What the exercise asks -> Filter the records down to the lines that hold the word "list", and copy each of those lines.

Collected data entries:
————————

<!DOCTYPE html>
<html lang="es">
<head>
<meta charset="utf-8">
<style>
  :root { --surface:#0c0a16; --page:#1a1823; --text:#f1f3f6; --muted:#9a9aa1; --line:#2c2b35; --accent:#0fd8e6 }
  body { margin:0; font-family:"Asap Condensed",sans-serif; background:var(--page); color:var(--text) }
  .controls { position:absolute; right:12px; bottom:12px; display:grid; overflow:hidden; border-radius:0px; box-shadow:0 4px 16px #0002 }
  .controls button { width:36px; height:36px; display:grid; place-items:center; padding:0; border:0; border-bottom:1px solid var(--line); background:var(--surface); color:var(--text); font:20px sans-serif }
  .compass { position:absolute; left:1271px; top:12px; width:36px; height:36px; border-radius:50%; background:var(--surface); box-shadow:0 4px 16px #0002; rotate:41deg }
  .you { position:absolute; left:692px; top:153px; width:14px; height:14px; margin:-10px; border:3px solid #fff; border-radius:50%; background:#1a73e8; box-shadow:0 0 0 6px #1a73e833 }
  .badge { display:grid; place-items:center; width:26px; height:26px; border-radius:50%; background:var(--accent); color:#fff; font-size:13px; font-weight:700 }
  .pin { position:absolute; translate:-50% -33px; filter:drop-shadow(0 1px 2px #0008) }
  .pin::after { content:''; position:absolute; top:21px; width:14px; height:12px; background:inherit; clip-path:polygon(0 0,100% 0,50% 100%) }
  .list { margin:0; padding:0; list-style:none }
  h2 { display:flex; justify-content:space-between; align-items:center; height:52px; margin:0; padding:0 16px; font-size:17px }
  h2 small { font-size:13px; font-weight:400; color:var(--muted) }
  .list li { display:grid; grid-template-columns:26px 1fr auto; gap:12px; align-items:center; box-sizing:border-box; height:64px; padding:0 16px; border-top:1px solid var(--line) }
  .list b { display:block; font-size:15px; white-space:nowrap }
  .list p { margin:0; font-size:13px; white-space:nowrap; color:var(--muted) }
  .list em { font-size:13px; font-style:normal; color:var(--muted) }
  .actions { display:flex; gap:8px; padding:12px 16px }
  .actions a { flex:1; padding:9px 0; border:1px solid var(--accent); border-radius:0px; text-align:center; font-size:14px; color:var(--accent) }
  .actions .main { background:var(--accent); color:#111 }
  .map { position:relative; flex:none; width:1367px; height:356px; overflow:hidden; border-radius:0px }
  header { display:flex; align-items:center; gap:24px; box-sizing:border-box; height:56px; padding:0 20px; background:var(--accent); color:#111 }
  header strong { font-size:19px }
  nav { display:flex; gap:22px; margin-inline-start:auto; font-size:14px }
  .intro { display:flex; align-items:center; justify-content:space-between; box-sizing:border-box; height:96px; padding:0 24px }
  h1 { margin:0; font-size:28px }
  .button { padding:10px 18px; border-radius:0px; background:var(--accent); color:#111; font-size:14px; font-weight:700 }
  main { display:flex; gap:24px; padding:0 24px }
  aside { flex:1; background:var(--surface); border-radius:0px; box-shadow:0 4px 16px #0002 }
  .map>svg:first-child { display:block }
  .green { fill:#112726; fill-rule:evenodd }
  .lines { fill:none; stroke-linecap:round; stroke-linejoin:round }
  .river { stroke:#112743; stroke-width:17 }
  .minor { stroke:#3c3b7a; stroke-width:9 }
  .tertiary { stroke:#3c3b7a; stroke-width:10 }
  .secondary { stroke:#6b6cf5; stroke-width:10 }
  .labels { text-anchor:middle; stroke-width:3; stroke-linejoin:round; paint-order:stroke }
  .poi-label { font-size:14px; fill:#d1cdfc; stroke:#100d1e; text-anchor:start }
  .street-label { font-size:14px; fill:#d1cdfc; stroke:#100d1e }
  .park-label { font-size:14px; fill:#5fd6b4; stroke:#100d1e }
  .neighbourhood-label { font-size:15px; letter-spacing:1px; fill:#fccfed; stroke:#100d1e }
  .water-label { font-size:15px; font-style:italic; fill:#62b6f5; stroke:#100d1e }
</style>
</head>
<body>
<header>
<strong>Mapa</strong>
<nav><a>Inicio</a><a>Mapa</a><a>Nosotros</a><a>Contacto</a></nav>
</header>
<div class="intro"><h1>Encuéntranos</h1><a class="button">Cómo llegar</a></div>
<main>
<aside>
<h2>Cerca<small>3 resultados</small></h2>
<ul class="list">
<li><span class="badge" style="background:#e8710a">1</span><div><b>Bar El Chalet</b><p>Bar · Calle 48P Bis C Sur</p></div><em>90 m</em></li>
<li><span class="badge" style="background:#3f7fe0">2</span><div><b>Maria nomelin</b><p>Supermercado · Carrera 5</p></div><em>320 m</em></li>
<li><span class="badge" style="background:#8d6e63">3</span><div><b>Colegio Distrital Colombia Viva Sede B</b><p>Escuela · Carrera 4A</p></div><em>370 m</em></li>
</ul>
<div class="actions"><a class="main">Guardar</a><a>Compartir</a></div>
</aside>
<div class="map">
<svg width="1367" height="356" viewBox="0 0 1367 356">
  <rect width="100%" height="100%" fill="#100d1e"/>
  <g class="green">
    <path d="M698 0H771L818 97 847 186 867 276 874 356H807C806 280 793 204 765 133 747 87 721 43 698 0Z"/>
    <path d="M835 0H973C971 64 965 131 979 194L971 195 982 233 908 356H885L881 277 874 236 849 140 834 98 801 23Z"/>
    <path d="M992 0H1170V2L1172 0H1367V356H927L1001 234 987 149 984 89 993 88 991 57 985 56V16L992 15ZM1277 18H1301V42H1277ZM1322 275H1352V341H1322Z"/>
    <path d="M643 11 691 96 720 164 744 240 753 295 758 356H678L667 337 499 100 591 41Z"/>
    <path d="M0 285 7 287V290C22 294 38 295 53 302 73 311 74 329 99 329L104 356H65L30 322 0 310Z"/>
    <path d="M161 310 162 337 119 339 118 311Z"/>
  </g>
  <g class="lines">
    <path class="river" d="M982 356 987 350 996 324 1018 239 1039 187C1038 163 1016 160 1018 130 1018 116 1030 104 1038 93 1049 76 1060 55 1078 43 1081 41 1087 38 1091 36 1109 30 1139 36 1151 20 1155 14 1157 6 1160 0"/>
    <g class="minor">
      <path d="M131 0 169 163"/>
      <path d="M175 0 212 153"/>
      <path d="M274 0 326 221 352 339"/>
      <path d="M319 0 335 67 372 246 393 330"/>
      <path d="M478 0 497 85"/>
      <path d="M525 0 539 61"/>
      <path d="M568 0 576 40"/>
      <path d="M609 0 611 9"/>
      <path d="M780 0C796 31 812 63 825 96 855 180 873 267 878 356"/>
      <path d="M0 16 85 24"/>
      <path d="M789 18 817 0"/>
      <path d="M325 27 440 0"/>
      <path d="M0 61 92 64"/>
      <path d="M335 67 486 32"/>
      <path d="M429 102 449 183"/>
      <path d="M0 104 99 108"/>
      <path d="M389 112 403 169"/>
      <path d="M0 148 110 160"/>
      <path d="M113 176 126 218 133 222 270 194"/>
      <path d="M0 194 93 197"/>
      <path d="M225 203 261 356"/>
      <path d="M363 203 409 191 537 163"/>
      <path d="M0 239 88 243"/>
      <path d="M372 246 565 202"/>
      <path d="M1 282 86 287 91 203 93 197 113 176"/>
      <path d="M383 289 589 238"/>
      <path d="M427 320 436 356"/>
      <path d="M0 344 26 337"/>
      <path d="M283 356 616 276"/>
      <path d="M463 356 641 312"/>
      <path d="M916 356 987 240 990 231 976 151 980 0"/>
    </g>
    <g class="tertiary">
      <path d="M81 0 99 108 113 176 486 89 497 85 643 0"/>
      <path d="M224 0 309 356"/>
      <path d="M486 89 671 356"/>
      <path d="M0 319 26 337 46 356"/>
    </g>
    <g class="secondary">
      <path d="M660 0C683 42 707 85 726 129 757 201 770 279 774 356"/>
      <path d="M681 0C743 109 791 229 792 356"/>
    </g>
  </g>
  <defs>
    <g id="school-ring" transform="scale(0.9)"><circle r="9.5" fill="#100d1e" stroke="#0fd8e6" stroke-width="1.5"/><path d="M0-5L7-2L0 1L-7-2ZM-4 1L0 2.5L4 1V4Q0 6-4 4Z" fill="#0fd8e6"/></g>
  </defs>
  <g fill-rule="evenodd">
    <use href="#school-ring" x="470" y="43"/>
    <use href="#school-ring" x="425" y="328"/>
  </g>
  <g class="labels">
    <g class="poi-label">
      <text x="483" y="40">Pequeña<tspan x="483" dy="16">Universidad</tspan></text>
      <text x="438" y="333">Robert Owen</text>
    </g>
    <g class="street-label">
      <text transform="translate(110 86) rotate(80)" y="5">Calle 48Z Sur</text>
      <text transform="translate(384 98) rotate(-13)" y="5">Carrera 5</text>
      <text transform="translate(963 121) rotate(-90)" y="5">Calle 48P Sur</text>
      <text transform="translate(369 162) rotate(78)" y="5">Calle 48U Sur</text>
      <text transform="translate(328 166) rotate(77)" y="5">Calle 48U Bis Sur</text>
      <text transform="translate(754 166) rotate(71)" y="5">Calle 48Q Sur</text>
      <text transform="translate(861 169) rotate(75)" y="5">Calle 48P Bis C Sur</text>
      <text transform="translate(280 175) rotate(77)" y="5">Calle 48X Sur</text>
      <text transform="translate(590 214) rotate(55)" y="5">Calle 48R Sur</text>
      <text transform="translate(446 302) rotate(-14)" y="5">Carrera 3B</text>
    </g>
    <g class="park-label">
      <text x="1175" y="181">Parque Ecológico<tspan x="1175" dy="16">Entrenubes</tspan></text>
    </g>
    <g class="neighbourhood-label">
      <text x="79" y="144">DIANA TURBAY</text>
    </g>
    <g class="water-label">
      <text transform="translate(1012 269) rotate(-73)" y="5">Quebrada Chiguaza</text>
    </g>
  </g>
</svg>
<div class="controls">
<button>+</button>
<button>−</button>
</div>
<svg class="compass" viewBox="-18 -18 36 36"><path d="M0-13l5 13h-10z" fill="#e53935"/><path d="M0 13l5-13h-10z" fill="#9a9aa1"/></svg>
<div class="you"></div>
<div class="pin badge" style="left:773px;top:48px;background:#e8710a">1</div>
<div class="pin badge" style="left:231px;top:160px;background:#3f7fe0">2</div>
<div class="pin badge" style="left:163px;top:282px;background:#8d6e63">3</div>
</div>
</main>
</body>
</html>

————————

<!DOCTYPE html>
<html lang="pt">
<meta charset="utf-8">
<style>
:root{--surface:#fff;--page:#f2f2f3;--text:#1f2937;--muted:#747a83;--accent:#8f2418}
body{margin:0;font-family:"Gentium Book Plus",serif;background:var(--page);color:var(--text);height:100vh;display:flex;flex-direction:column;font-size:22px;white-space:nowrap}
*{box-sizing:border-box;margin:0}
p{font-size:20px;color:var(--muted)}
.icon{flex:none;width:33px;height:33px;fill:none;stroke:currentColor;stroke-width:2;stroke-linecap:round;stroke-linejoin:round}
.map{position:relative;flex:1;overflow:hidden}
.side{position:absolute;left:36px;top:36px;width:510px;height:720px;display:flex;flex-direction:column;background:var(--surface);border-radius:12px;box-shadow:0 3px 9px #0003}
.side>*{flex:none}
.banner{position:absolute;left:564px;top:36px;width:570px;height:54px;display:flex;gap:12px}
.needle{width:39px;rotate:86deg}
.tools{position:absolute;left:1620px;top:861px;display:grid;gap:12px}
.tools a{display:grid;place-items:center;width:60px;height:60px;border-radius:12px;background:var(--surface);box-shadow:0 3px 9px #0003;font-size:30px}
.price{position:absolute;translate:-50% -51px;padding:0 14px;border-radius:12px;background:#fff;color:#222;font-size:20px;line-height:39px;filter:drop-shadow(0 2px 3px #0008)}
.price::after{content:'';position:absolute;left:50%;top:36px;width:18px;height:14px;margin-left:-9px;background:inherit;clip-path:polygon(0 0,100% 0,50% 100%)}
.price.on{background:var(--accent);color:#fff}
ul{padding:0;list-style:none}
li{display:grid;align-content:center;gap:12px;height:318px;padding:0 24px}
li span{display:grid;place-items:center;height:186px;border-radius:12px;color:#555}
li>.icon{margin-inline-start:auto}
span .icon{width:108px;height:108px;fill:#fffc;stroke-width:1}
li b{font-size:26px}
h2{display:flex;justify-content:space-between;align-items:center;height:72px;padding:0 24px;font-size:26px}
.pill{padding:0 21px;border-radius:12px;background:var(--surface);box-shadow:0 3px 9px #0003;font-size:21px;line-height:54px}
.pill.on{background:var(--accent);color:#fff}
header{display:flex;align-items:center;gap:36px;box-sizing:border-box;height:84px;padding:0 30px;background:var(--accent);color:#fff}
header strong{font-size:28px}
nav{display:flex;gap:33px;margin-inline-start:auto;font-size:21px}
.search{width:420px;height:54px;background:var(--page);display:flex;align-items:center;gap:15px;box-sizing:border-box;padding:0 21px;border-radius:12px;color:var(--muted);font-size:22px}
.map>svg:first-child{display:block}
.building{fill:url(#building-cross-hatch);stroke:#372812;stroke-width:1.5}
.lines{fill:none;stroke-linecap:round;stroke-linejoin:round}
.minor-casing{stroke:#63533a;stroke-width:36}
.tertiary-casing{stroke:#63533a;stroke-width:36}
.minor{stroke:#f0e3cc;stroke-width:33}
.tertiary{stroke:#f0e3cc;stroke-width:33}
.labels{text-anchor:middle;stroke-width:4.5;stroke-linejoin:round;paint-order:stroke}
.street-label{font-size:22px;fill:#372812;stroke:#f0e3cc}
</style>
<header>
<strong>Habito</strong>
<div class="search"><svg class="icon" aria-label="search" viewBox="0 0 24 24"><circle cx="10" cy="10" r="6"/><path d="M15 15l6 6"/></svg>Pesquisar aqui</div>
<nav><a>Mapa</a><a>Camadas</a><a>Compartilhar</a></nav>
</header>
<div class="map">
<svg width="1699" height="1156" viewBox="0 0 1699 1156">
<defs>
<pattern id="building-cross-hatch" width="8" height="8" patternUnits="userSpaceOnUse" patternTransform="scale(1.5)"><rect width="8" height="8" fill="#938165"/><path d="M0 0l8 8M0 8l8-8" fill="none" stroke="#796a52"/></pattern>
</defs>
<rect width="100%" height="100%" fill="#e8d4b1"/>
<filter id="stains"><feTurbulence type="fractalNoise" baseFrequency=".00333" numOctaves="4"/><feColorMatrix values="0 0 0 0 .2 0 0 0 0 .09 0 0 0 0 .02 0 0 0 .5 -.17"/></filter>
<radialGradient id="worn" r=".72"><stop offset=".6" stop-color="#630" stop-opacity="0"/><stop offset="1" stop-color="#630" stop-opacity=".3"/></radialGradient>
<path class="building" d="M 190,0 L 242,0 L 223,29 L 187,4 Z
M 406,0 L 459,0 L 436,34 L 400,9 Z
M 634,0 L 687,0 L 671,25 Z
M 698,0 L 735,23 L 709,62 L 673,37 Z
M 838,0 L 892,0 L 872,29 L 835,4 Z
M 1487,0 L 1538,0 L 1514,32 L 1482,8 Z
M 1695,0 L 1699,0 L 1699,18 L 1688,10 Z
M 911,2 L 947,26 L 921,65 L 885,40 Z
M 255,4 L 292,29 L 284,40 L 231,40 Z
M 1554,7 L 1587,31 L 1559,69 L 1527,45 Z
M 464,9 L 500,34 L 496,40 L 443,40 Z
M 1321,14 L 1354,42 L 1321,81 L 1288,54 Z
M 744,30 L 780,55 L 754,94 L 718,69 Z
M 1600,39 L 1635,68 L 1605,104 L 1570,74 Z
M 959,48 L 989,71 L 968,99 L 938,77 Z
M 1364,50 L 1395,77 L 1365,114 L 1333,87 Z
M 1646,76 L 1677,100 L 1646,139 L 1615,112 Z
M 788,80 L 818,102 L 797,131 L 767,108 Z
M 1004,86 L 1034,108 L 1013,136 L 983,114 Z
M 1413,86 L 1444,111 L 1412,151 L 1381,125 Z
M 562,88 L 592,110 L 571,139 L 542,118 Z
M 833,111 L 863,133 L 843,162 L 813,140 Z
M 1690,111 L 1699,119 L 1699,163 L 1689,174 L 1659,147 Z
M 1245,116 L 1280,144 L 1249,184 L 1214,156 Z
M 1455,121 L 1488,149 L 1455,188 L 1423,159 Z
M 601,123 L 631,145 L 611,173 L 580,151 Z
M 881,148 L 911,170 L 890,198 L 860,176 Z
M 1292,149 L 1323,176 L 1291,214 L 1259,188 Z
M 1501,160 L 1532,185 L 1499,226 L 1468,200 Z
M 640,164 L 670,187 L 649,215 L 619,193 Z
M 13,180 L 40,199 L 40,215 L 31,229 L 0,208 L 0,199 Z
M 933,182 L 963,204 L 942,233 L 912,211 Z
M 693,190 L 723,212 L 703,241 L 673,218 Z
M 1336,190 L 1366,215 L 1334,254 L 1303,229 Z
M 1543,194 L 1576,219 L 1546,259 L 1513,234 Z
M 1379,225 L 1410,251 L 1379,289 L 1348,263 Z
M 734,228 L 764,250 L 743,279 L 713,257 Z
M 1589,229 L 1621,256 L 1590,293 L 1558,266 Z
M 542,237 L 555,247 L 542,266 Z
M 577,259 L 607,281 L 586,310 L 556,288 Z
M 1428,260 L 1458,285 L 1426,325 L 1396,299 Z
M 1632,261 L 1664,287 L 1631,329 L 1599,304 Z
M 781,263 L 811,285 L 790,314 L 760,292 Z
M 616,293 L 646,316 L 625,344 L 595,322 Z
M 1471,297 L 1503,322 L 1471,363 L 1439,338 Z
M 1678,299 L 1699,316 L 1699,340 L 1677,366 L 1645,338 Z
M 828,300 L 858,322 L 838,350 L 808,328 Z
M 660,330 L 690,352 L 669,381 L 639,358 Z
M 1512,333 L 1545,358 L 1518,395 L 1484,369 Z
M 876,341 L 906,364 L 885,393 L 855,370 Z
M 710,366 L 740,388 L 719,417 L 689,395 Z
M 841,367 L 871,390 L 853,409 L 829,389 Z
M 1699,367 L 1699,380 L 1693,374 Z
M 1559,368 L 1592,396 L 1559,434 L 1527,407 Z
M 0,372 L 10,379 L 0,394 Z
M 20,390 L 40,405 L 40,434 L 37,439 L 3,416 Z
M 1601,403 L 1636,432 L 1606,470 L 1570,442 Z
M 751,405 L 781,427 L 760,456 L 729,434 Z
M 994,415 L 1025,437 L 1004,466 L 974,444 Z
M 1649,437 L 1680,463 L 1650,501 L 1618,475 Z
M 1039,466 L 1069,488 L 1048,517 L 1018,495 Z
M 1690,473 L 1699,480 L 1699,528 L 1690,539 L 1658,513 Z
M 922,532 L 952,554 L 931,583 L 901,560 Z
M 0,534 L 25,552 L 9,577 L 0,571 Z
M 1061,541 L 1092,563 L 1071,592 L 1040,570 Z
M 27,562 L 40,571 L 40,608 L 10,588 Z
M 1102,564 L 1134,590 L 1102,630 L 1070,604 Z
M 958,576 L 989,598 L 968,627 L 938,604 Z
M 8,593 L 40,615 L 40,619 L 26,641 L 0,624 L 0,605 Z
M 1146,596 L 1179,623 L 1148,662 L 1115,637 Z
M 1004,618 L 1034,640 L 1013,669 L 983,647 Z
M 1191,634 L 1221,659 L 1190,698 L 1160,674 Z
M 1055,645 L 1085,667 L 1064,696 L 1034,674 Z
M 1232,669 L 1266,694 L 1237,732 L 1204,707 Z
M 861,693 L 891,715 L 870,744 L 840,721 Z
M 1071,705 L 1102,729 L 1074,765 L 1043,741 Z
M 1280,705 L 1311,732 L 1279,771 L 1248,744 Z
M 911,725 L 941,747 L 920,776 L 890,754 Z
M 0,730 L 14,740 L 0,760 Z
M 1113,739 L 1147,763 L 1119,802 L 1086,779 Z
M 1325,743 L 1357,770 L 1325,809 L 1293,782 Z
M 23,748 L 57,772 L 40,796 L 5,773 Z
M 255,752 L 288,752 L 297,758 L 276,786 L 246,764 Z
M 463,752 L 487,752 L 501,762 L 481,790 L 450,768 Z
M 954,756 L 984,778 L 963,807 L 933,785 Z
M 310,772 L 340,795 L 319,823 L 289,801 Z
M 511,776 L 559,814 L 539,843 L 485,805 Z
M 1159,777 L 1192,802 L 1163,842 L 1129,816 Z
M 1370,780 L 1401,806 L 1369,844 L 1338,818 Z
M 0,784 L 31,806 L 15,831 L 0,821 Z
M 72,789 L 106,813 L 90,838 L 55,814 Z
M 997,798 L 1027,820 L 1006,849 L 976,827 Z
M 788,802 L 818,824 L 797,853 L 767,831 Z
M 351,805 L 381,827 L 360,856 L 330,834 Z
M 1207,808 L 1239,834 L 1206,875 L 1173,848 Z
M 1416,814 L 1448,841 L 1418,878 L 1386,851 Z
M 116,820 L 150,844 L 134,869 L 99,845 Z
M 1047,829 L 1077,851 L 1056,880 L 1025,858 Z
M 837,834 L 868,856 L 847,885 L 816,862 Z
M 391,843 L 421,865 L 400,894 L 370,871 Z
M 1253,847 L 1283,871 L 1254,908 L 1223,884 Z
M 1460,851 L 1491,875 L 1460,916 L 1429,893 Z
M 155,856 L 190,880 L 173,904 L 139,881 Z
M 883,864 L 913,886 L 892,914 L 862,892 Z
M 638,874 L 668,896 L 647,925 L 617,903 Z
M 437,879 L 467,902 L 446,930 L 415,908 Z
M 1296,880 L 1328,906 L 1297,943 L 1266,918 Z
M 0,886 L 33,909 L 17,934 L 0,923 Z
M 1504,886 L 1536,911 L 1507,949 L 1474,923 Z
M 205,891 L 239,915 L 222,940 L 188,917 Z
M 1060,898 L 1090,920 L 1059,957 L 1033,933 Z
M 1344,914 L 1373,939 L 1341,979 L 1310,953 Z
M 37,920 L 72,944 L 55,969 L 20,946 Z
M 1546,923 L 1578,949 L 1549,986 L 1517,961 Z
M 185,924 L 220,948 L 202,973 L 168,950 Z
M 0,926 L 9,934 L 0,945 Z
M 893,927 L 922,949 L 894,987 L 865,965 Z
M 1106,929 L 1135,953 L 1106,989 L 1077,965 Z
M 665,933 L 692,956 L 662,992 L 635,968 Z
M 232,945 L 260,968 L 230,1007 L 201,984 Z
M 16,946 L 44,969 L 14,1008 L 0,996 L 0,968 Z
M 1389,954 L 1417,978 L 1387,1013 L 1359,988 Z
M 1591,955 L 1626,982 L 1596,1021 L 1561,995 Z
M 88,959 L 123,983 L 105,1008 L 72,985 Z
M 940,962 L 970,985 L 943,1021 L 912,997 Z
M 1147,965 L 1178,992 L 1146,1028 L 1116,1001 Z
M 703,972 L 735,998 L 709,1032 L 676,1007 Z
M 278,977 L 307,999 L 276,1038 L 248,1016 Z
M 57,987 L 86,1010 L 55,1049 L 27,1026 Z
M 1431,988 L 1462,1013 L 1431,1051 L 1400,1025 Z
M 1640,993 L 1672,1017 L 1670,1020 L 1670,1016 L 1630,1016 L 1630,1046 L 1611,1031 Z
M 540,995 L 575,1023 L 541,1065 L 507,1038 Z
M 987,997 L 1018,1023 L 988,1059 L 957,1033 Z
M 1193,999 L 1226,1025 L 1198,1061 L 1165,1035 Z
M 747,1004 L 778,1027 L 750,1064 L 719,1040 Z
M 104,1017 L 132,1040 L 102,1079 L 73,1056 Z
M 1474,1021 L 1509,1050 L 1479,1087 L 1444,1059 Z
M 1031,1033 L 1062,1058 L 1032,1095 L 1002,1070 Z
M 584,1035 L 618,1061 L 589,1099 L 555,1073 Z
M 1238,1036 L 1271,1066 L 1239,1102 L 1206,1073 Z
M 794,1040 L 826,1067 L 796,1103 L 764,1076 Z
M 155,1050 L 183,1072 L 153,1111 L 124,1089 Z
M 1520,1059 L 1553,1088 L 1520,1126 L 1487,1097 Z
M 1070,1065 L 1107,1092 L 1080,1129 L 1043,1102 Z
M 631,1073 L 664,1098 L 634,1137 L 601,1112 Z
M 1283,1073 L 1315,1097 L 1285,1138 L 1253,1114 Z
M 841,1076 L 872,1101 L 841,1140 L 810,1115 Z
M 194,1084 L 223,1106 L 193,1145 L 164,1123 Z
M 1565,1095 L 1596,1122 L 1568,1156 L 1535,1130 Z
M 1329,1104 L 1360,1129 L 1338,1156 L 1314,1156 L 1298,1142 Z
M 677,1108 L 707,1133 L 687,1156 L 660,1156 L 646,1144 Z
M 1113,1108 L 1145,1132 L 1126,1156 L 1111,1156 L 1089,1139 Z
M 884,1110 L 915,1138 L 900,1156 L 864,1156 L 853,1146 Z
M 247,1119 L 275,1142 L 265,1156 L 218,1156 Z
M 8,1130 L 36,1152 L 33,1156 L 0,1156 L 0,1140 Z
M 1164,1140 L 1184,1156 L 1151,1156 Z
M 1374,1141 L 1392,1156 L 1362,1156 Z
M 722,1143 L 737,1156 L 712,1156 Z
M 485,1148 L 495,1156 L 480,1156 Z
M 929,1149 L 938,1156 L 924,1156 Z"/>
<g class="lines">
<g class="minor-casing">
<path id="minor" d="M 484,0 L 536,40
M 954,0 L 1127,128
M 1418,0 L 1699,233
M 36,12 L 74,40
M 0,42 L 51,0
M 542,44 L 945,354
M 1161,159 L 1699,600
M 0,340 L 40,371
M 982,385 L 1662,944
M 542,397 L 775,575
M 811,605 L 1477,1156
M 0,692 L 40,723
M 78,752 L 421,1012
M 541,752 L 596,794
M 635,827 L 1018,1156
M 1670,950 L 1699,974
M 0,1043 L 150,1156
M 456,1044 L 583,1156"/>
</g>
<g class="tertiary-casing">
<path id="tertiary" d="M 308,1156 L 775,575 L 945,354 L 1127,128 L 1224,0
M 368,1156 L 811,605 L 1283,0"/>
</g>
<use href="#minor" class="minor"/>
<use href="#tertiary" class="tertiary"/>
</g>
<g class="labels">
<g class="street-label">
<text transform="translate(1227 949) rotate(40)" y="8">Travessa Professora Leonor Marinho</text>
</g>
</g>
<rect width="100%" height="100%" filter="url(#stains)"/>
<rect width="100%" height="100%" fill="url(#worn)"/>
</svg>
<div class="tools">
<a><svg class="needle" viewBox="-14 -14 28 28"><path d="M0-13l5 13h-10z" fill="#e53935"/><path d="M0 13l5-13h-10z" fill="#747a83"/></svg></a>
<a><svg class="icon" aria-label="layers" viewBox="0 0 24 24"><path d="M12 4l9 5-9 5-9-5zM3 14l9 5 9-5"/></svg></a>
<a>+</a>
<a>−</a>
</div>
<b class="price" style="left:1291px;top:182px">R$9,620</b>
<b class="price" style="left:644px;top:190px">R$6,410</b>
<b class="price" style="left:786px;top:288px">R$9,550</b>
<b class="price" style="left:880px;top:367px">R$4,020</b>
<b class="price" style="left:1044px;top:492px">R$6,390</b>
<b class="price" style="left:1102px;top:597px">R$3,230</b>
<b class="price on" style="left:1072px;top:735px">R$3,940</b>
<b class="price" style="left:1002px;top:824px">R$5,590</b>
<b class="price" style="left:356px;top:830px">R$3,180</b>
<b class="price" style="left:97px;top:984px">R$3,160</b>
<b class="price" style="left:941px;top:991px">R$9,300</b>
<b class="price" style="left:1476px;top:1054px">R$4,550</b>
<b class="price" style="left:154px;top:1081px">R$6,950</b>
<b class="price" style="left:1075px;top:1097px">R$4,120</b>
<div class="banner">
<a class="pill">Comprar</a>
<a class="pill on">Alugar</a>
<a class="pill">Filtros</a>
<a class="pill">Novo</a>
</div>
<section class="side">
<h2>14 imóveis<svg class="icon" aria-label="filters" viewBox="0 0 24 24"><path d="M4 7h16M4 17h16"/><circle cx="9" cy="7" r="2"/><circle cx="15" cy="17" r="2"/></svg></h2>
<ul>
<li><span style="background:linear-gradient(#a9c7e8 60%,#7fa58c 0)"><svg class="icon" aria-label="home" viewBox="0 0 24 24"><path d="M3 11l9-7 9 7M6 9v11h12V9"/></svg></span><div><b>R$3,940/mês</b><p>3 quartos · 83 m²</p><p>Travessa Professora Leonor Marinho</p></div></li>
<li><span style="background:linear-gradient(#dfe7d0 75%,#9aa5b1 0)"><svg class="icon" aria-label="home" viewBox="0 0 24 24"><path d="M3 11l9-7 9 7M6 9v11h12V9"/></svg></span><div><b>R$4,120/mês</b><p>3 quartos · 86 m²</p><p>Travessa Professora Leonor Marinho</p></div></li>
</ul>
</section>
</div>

————————

Response area ->
  .list { margin:0; padding:0; list-style:none }
  .list li { display:grid; grid-template-columns:26px 1fr auto; gap:12px; align-items:center; box-sizing:border-box; height:64px; padding:0 16px; border-top:1px solid var(--line) }
  .list b { display:block; font-size:15px; white-space:nowrap }
  .list p { margin:0; font-size:13px; white-space:nowrap; color:var(--muted) }
  .list em { font-size:13px; font-style:normal; color:var(--muted) }
<ul class="list">
ul{padding:0;list-style:none}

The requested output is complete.